Yo quería hacer algo, de verdad, pero solo me salía gritar muy fuerte para que el Otro no levantara la mano con el cinturón, aunque eso no fuera a servir para nada. Mis piernas no se movían y yo sabía que era el olor, el olor que flotaba que no dejaba moverme, que quería que dejara solo a Samuel. Hubo un momento en que Ella se lanzó sobre el Otro para pararlo y Samuel y yo, que lo hemos hablado muchas veces, sabemos que lo hizo para intentar parar todo lo que había hecho durante mucho tiempo, pero el cinturón pesaba más y Ella acabó llevándose el primer golpe. La abuela se reía. Fue entonces cuando vi a Samuel venir hacia mi, aún con esa sonrisa, y cogerme del brazo. Recuerdo que el segundo golpe casi nos tumba pero Samuel aguantó bien. Las piernas me fallaron totalmente y me tuvo que coger en brazos, justo cuando el olor se hacía más fuerte. Tendríamos que preguntarle a él porque yo empecé a ver luces por todas partes y pensé que iba a desmayarme pero creo que seguí gritándole a la abuela que se callara. Samuel, Samuel es quién se sabe esta historia mejor que yo.

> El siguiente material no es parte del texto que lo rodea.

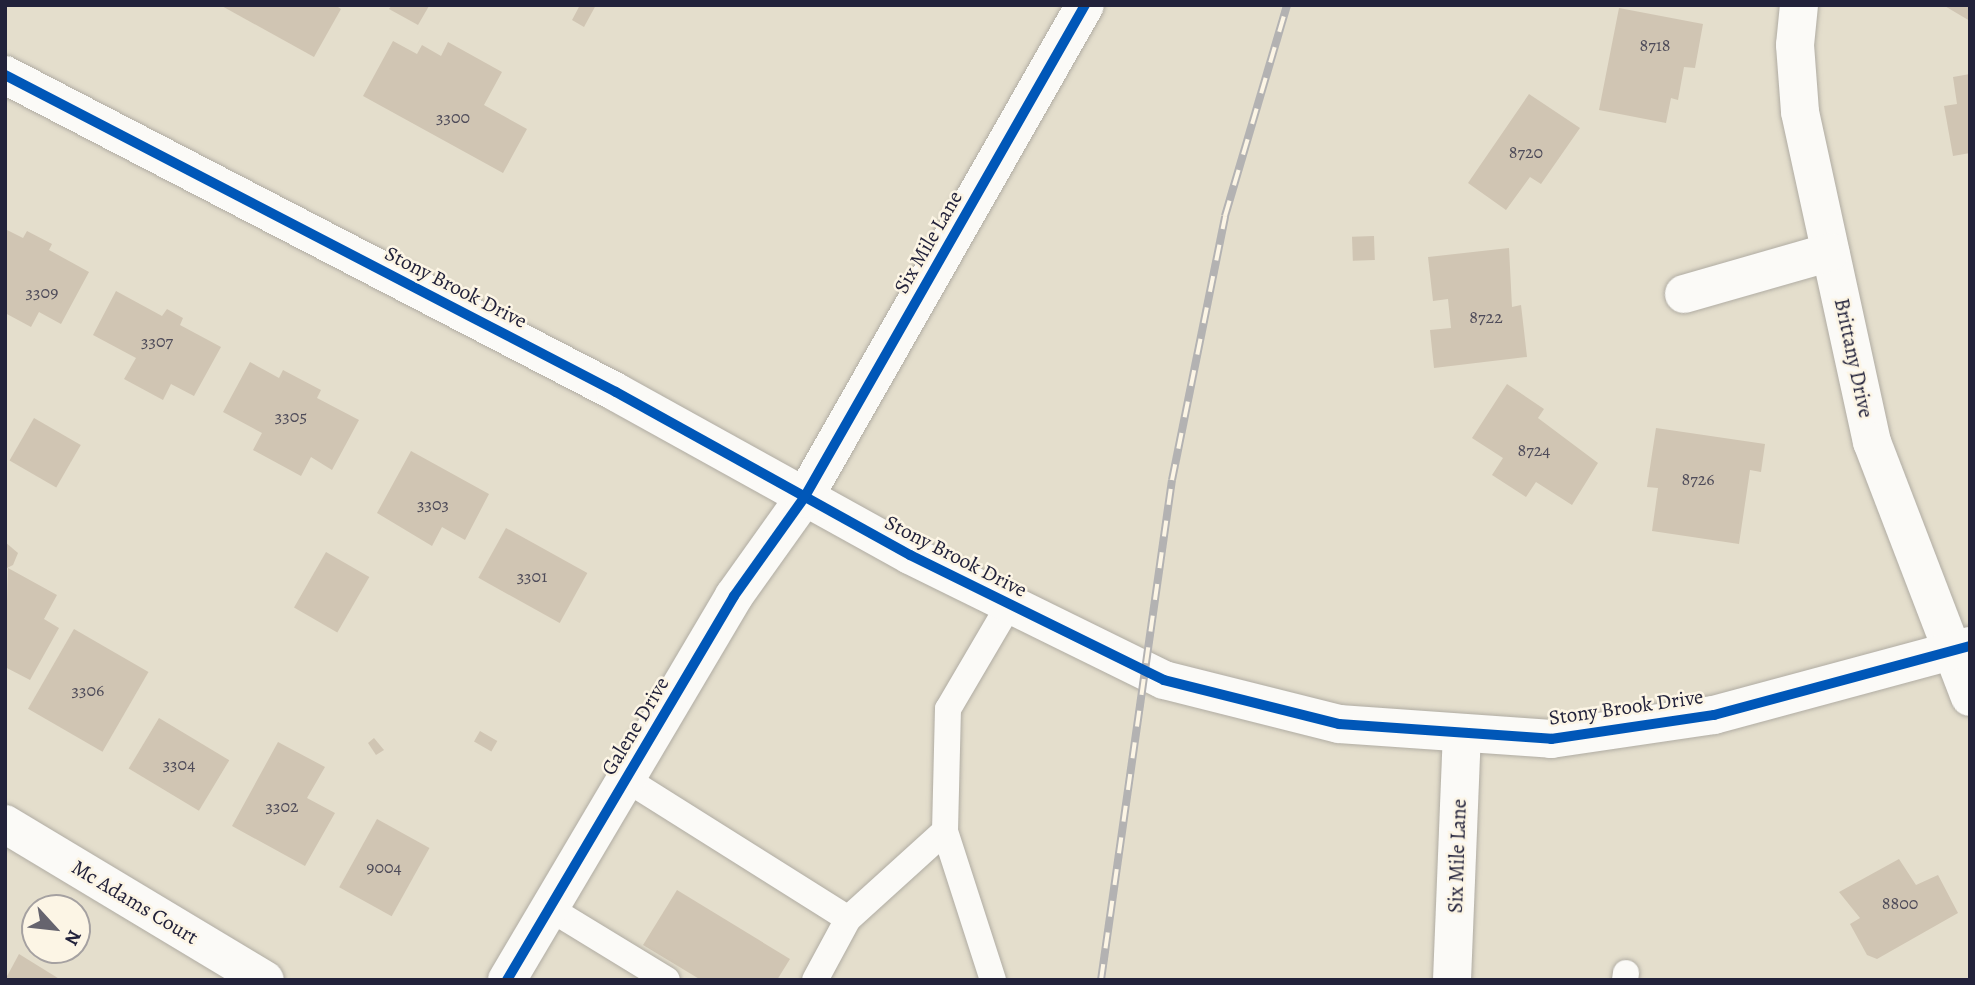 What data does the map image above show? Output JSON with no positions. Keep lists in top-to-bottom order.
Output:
{
  "streets": {
    "street": [
      "Six Mile Lane",
      "Stony Brook Drive",
      "Brittany Drive",
      "Galene Drive",
      "Mc Adams Court"
    ]
  },
  "crossings": [
    ["Six Mile Lane", "Stony Brook Drive"],
    ["Six Mile Lane", "Galene Drive"],
    ["Stony Brook Drive", "Brittany Drive"],
    ["Stony Brook Drive", "Galene Drive"]
  ],
  "house_numbers": [
    "8718",
    "3300",
    "8720",
    "3309",
    "8722",
    "3307",
    "3305",
    "8724",
    "8726",
    "3303",
    "3301",
    "3306",
    "3304",
    "3302",
    "9004",
    "8800"
  ],
  "north": "bottom right"
}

Al final salimos de la casa y nos metimos en su coche. La dejamos a Ella allí pero porque ninguno de los dos se atrevió a volver y lo cierto es que es algo que no me perdonaré nunca, aunque Ella no me culpe. Ahora era Samuel quien temblaba con las manos al volante y el Otro nos miraba desde la puerta de la casa con esos ojos que tenía él, de perro callejero y de cazador furtivo, ojos de color amarillo. Volví a gritar algo. Samuel me ha dicho en varias ocasiones que no paraba de decir que jamás volvería a probar las zanahorias y dice que se acuerda porque eso le hizo gracia; pero yo no recuerdo haber dicho eso. Samuel consiguió hacer toda la maniobra y salimos de allí. No hemos vuelto nunca, la verdad, porque es muy probable ya no estén, que ya no haya nadie. Tampoco queremos hacerlo porque, en el fondo, estamos seguros de que olor aún sigue ahí, esperando a que mi abuela lo eche de casa.